On the most recent episode of our podcast, Decoded, I talked to Mitra about what he’s learned about the art and science of building mobile banking applications.
The Right Tool for the Job
Mitra came to his career as an iOS developer the long way. Working as a commercial artist in the 80s, he began to explore how to use technology to replace a lot of the manual, labor-intensive work involved in creating large-scale drawings. This led him to a Mac running Illustrator and Photoshop. As he explained:
“Within three or four months of having a computer at my desk every day working on it, I started to think to myself, ‘What more can I do with this?’ I wanted to find out how I could break the mold. I was never satisfied using the apps the way they were intended.
“I’ve always been creative, an outside-of-the-box thinker, so to me using the Mac became a tool. I saw it as just another knife or paintbrush or whatever.”
From Art to Apps
By Mitra’s own admission, the last place he thought his career as a developer would take him is to a bank. As a dedicated Mac user, he recalls,
“There was a stigma in my office because Macs were toys. I was doing creative, artsy stuff while they were doing serious work on IBM mainframes.”
However, as banks have evolved from bankers’ hours to becoming 24/7-accessible operations, people like Mitra are invaluable for being able to use creativity to understand the needs of customers while also having the engineering skills to create the product.

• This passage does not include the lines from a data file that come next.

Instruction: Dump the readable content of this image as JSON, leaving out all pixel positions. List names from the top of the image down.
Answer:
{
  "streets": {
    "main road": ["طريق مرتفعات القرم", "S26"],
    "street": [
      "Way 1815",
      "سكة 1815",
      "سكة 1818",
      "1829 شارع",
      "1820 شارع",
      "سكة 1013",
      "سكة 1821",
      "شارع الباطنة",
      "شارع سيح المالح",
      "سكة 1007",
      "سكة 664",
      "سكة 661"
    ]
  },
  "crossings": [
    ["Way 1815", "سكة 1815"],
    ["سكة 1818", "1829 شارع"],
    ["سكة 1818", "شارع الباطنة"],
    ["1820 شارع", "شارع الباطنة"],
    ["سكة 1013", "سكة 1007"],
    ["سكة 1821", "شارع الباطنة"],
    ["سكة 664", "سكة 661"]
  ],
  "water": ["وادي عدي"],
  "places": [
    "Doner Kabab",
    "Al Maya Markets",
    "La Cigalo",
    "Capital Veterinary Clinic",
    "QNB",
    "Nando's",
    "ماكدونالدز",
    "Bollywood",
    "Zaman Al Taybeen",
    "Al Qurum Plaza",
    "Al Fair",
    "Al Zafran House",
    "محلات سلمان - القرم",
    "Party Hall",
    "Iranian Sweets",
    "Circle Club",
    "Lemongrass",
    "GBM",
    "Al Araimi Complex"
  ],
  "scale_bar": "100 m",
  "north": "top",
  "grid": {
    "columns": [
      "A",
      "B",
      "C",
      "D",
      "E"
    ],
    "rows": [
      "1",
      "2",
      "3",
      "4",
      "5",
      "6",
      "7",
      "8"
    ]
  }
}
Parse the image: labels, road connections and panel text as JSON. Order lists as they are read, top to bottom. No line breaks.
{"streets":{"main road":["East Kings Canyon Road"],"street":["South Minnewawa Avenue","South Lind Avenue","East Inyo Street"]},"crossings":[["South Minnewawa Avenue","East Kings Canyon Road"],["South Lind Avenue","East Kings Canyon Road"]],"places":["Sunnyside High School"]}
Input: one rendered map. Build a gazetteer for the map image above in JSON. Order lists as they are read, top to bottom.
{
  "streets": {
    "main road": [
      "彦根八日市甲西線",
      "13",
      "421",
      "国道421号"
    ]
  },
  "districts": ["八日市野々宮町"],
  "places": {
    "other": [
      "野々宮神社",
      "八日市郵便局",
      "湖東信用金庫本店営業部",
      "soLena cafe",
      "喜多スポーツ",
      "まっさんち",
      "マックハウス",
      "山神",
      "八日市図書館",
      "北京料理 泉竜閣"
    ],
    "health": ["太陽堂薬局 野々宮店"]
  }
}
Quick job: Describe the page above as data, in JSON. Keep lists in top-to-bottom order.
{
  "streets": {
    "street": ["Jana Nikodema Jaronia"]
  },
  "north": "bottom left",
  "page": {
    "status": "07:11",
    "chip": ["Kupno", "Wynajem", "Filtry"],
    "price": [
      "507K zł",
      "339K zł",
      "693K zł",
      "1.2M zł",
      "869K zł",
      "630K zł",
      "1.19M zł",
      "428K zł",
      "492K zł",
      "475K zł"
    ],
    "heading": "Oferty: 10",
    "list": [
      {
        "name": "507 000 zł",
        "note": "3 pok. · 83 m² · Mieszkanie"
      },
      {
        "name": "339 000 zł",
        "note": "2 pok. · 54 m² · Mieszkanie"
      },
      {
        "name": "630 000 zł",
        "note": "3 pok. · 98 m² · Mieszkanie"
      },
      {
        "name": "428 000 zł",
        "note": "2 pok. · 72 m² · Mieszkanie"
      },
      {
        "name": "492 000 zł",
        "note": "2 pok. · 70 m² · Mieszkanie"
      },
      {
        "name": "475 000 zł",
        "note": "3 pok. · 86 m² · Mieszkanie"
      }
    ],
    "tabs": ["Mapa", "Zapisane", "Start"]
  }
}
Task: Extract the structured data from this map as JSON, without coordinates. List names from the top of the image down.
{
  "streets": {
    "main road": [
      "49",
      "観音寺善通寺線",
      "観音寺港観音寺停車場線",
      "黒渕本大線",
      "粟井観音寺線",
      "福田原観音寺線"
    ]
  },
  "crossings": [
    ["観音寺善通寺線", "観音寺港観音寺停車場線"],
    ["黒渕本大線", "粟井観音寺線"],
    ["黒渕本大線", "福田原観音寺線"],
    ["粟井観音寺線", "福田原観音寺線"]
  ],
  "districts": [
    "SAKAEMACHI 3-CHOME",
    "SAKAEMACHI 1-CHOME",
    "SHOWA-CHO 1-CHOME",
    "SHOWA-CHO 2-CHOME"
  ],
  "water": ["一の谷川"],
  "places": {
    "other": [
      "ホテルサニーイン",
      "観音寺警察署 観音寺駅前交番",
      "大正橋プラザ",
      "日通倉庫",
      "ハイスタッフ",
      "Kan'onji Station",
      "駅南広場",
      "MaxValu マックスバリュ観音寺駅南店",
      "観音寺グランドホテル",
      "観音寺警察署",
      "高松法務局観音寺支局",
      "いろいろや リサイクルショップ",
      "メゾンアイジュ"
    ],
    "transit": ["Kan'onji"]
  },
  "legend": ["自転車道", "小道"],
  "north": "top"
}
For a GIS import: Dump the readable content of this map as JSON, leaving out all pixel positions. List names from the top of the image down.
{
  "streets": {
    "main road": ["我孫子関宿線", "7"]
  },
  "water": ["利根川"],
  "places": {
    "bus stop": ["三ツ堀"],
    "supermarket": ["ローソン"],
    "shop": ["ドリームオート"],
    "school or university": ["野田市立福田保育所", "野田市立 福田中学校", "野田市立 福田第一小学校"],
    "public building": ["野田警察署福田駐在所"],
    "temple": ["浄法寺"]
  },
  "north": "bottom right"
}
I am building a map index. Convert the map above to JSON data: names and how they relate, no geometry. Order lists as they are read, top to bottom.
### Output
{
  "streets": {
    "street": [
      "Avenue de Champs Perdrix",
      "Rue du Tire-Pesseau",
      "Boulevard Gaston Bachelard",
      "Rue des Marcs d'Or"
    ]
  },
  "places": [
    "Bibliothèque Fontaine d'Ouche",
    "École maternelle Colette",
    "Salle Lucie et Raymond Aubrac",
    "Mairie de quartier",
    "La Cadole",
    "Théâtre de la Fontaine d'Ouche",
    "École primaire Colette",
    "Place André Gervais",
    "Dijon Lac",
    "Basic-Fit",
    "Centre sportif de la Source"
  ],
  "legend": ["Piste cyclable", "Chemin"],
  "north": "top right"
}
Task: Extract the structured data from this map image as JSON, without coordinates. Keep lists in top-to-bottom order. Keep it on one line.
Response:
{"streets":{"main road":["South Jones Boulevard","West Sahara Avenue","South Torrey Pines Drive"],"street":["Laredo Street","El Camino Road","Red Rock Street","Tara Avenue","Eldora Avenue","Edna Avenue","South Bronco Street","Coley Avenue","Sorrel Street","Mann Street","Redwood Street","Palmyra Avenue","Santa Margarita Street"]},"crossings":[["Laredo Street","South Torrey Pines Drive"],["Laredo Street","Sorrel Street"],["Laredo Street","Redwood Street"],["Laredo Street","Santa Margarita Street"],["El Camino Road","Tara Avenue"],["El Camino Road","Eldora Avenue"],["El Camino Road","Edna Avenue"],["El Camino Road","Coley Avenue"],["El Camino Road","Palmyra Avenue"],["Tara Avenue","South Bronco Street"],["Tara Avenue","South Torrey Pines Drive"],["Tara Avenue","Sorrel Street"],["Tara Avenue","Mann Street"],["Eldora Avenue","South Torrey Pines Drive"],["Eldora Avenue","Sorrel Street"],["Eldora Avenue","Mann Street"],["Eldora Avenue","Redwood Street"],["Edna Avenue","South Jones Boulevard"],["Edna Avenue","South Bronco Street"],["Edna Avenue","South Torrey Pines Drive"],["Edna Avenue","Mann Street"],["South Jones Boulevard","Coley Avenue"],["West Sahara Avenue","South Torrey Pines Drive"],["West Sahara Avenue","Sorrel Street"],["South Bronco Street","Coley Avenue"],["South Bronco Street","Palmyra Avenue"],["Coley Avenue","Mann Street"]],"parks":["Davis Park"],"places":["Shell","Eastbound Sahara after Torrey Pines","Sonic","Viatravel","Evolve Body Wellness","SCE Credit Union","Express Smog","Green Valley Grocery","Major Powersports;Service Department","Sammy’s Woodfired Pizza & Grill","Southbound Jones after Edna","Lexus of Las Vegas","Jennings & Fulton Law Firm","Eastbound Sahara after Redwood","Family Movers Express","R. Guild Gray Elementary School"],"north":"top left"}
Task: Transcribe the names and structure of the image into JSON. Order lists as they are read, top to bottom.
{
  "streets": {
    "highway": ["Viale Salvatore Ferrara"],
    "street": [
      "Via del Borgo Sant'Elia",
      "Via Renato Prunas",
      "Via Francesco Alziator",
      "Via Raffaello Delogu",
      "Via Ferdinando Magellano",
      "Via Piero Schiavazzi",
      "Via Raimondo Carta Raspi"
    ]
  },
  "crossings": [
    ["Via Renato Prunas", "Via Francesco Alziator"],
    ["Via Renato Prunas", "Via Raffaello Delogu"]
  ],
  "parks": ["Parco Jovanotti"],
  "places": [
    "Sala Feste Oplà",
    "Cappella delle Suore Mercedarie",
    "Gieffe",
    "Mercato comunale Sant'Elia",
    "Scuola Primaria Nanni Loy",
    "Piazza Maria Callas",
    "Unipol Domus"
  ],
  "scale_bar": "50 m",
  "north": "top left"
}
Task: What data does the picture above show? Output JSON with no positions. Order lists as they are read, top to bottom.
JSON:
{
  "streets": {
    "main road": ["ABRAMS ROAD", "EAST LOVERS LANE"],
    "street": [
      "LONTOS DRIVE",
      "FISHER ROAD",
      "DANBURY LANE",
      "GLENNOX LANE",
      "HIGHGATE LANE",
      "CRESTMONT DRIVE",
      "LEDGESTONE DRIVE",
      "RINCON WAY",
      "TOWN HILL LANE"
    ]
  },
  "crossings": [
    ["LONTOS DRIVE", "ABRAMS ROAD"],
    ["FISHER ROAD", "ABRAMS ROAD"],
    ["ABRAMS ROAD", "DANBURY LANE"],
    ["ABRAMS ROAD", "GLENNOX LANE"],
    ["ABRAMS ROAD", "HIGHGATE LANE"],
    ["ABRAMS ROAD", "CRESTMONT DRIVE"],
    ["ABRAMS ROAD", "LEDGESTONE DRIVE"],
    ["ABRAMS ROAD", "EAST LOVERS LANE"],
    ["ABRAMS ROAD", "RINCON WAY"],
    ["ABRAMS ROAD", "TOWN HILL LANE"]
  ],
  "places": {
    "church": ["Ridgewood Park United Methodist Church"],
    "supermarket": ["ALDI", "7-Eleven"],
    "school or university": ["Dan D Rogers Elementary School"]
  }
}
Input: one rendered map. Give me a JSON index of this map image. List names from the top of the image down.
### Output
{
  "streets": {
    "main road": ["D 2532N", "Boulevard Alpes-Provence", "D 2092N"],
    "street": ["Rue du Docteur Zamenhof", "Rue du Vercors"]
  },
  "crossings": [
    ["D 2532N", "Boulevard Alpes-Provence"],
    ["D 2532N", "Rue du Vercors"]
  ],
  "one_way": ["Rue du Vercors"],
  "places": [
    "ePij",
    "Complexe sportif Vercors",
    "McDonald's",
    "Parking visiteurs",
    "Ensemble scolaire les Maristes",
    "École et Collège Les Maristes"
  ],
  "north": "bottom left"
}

“We debate this all the time at work. You must accommodate the desire to add all the shiny new features while still serving the client, which at the end of the day is the guy who’s trying to buy milk, pay their rent, or pay their bills.”
For Mitra, that means
This means that banking app developers need to take a slow and steady approach to adding new functionality and features. Part of the process of an engineer at a bank is building out complex transactions that typically took place at brick-and-mortar branches into a mobile application. As Mitra said:
“If you write a feature incorrectly, or if we release something incorrectly, you can ruin somebody’s life by not allowing their rent check to go through. If somebody’s check bounces, they’re on the street.
“Having been here and seeing the far-reaching impact of the decisions we make, you can see why the development of a banking app is slower than you would see at a startup. The less at stake, the more risk you can take.”